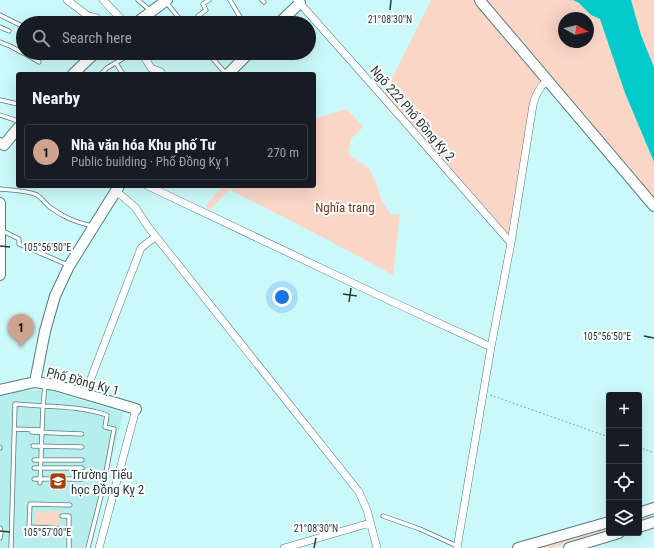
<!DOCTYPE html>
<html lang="en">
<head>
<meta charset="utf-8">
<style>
	body { margin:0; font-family:"Roboto Condensed",sans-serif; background:#242831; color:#f1f3f6 }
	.controls { position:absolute; right:12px; bottom:12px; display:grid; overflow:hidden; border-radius:4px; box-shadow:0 4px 16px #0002 }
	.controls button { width:36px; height:36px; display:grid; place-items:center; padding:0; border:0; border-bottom:1px solid #363941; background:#171b24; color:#f1f3f6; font:20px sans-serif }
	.compass { position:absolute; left:558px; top:12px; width:36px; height:36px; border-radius:50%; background:#171b24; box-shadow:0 4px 16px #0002; rotate:98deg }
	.you { position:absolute; left:282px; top:297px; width:14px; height:14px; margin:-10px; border:3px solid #fff; border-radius:50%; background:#1a73e8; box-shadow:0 0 0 6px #1a73e833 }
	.badge { display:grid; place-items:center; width:26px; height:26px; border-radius:50%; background:#cfa38e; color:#111; font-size:13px; font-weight:700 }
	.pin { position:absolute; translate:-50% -33px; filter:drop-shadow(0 1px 2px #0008) }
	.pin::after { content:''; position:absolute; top:21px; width:14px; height:12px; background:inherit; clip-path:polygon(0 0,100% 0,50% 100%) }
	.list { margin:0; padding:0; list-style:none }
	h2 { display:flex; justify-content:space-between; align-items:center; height:52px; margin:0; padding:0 16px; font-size:17px }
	h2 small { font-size:13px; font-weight:400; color:#9ea1a6 }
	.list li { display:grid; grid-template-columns:26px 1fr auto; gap:12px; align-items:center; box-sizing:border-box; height:56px; margin:0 8px 8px; padding:0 8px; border:1px solid #363941; border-radius:4px }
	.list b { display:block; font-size:15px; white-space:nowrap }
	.list p { margin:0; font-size:13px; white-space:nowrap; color:#9ea1a6 }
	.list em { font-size:13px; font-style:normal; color:#9ea1a6 }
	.icon { flex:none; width:22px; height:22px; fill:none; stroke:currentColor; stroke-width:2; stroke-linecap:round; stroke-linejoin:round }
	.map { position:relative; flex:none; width:654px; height:548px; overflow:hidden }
	.search { position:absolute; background:#171b24; box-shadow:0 4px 16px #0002; left:16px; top:16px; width:300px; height:44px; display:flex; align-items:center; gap:10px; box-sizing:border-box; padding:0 14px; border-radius:22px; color:#9ea1a6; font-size:15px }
	.panel { position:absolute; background:#171b24; box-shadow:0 4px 16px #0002; left:16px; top:72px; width:300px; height:116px; border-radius:4px }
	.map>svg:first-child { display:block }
	.built { fill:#b6eded }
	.green { fill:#fbd6c7; fill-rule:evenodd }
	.water { fill:#05cacc }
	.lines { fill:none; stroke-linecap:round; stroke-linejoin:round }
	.lane-casing { stroke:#527d7d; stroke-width:5 }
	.street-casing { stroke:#527d7d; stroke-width:8 }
	.secondary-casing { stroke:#527d7d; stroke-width:12 }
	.path { stroke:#83a5a5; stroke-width:1; stroke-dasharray:2 2; stroke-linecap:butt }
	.lane { stroke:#fff; stroke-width:3.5 }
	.street { stroke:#fff; stroke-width:7 }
	.secondary { stroke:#fff; stroke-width:10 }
	.ticks { fill:none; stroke:#283a3a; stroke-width:1.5 }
	.labels { text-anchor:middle; stroke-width:4; stroke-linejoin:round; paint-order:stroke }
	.street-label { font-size:13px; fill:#283a3a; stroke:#fff }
	.park-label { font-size:13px; fill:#75371d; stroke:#fff }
	.poi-label { font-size:13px; fill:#283a3a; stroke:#fff; text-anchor:start }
	.ticks-label { font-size:10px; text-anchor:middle; fill:#283a3a; stroke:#fff; stroke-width:4; stroke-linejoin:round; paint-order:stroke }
</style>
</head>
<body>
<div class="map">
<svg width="654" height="548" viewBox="0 0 654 548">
	<rect width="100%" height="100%" fill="#cbf9f9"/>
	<path class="built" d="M42 390H48L123 413 90 548H0V396L12 392Z"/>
	<path class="green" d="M431 0H573L579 3 591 15 600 19 625 93 654 162V206L547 80 534 99 511 243 383 97ZM564 18H588V42H564Z
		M631 0H654V67L641 35Z
		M347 109 363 127 351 139 348 154 369 168 377 186 382 201 391 215 400 214 393 275 326 239 229 189 210 210 206 205 223 186H314V119Z
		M36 511H60V525H36Z
		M609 527V531L552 548H537Z"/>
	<path class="water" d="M573 0H631L641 35 654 67V162L625 93 600 19 591 15 579 3Z"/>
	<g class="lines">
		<g class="lane-casing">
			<path id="lane" d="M138 0 151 11
				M230 0 240 17
				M262 0 264 2
				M166 2 183 23
				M0 15 22 26
				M198 16 206 10 203 4 209 0
				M0 27 9 31
				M0 42 10 46 23 53
				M24 53 39 62
				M208 53 226 74
				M116 63 123 74
				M101 74 107 68 132 53
				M0 100 18 104
				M0 115 18 121
				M0 189C9 190 30 191 37 195 43 199 46 205 51 208 65 218 76 222 92 226
				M1 230 19 239V244L68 265
				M15 429 42 430
				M31 432 82 434
				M33 446 82 447
				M0 447V448
				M34 460H82
				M34 468H82
				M34 479H82
				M40 483 43 406C65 407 86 408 107 415L105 427 114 429 103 488 88 548
				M62 516H69V548
				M383 516 420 529 457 546
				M0 528 1 533 0 538
				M69 529 29 527 30 504 70 505
				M11 548 15 404 43 406 45 385"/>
		</g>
		<g class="street-casing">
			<path id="street" d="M67 0 88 16 97 18 102 23
				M103 0 125 23
				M297 0 383 97 511 243
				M142 53 151 68 161 72 162 74
				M148 186 382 297 491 347
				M116 191 135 207 149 228 359 492 367 510 377 548
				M85 394 141 248 155 237
				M99 548 136 409
				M284 548 370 523
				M457 548 491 347 511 243 533 105C535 95 540 87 547 80"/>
		</g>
		<g class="secondary-casing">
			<path id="secondary" d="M480 0 481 2 654 206
				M136 23 167 0
				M279 23 300 3
				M73 74 95 53
				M228 74 249 53
				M0 143 4 145 18 128
				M0 203V275
				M35 382 45 331 55 296 69 266 119 186
				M0 390 35 382 55 385 136 409
				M639 513 654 508
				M639 527 654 522
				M518 548 609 522
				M569 548 619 533"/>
		</g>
		<path class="path" d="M490 395 609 437
			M639 447 654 453"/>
		<use href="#lane" class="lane"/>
		<use href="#street" class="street"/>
		<use href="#secondary" class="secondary"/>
	</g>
	<path class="ticks" d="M390 10 391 0M0 246 10 247M343 294 357 296M349 302 351 288M644 336 654 338M0 531 10 532M314 548 316 538"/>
	<defs>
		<g id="school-square" transform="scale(0.9)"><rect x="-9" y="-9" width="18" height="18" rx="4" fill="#a5410f" stroke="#fff"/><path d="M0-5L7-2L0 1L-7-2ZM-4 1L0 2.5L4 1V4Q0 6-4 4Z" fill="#fff"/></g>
	</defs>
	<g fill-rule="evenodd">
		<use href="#school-square" x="58" y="481"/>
	</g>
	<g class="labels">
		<g class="street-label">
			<text transform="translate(413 113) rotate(49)" y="5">Ngõ 222 Phố Đồng Kỵ 2</text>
			<text transform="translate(83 381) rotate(15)" y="5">Phố Đồng Kỵ 1</text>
		</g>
		<g class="park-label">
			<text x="345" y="212">Nghĩa trang</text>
		</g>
		<g class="poi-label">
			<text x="71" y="479">Trường Tiểu<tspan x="71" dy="15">học Đồng Kỵ 2</tspan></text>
		</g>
	</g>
	<g class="ticks-label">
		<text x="390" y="23">21°08'30"N</text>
		<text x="47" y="251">105°56'50"E</text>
		<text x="607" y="340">105°56'50"E</text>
		<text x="316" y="532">21°08'30"N</text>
		<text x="47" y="536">105°57'00"E</text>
	</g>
</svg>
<div class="controls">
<button>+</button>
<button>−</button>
<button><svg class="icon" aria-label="locate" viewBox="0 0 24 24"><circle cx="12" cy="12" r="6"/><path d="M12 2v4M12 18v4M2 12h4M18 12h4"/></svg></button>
<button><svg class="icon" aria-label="layers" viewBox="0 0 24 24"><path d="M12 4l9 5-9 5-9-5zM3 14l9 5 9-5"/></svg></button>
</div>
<svg class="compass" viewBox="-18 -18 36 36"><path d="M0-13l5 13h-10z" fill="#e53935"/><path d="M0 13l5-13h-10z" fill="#9ea1a6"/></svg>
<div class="you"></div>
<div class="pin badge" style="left:21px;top:347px">1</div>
<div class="search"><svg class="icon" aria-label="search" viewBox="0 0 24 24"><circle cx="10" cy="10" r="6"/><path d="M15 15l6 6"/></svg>Search here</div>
<section class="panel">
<h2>Nearby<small></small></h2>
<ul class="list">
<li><span class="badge">1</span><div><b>Nhà văn hóa Khu phố Tư</b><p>Public building · Phố Đồng Kỵ 1</p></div><em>270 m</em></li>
</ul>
</section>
</div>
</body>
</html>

====================

» **Problem**:
Tally every line of the data that holds the word "solid" and write the count alone.

» **Reply to the exercise**:
3